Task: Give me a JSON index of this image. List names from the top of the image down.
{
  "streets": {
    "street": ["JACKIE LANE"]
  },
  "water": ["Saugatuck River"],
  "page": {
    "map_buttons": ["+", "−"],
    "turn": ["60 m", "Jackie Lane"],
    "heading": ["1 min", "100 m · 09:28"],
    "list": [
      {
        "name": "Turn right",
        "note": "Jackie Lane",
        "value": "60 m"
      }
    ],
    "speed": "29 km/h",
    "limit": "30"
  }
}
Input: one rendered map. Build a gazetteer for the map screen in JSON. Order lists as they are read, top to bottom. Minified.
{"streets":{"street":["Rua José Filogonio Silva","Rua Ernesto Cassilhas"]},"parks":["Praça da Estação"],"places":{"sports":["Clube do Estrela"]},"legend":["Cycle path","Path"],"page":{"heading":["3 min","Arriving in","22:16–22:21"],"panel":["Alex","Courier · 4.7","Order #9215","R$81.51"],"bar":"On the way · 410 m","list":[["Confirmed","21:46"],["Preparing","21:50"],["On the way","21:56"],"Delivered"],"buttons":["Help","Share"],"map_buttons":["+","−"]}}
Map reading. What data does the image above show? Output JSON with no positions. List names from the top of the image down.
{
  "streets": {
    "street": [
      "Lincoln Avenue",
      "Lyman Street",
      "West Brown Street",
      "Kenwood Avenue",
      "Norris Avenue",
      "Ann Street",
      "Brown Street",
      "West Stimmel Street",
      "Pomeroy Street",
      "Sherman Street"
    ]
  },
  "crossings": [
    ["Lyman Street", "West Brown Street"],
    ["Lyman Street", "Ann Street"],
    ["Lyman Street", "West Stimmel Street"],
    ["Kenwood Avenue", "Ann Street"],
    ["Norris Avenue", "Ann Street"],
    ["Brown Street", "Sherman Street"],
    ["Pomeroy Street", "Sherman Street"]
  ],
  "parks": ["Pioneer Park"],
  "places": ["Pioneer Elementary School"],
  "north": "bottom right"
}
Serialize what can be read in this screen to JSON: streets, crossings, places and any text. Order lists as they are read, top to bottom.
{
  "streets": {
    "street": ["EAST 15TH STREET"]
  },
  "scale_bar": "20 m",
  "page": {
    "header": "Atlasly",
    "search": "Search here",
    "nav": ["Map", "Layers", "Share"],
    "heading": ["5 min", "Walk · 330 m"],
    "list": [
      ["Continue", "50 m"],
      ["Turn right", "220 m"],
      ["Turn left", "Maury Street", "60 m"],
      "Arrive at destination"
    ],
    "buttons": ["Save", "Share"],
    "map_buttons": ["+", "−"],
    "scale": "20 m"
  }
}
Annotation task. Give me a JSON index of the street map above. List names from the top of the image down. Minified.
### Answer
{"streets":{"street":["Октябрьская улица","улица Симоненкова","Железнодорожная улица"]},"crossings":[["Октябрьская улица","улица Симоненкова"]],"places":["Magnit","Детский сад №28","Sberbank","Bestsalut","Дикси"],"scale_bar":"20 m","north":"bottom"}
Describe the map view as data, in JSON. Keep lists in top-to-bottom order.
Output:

**WHAT YOU SHOULD DO:** Starting at the line above that contains "Input: one rendered", write out each line exactly until the line that contains "Annotation task. Give" has been written, and stop there.

**ANSWER BOX:**
Input: one rendered map. Build a gazetteer for the map screen in JSON. Order lists as they are read, top to bottom. Minified.
{"streets":{"street":["Rua José Filogonio Silva","Rua Ernesto Cassilhas"]},"parks":["Praça da Estação"],"places":{"sports":["Clube do Estrela"]},"legend":["Cycle path","Path"],"page":{"heading":["3 min","Arriving in","22:16–22:21"],"panel":["Alex","Courier · 4.7","Order #9215","R$81.51"],"bar":"On the way · 410 m","list":[["Confirmed","21:46"],["Preparing","21:50"],["On the way","21:56"],"Delivered"],"buttons":["Help","Share"],"map_buttons":["+","−"]}}
Map reading. What data does the image above show? Output JSON with no positions. List names from the top of the image down.
{
  "streets": {
    "street": [
      "Lincoln Avenue",
      "Lyman Street",
      "West Brown Street",
      "Kenwood Avenue",
      "Norris Avenue",
      "Ann Street",
      "Brown Street",
      "West Stimmel Street",
      "Pomeroy Street",
      "Sherman Street"
    ]
  },
  "crossings": [
    ["Lyman Street", "West Brown Street"],
    ["Lyman Street", "Ann Street"],
    ["Lyman Street", "West Stimmel Street"],
    ["Kenwood Avenue", "Ann Street"],
    ["Norris Avenue", "Ann Street"],
    ["Brown Street", "Sherman Street"],
    ["Pomeroy Street", "Sherman Street"]
  ],
  "parks": ["Pioneer Park"],
  "places": ["Pioneer Elementary School"],
  "north": "bottom right"
}
Serialize what can be read in this screen to JSON: streets, crossings, places and any text. Order lists as they are read, top to bottom.
{
  "streets": {
    "street": ["EAST 15TH STREET"]
  },
  "scale_bar": "20 m",
  "page": {
    "header": "Atlasly",
    "search": "Search here",
    "nav": ["Map", "Layers", "Share"],
    "heading": ["5 min", "Walk · 330 m"],
    "list": [
      ["Continue", "50 m"],
      ["Turn right", "220 m"],
      ["Turn left", "Maury Street", "60 m"],
      "Arrive at destination"
    ],
    "buttons": ["Save", "Share"],
    "map_buttons": ["+", "−"],
    "scale": "20 m"
  }
}
Annotation task. Give me a JSON index of the street map above. List names from the top of the image down. Minified.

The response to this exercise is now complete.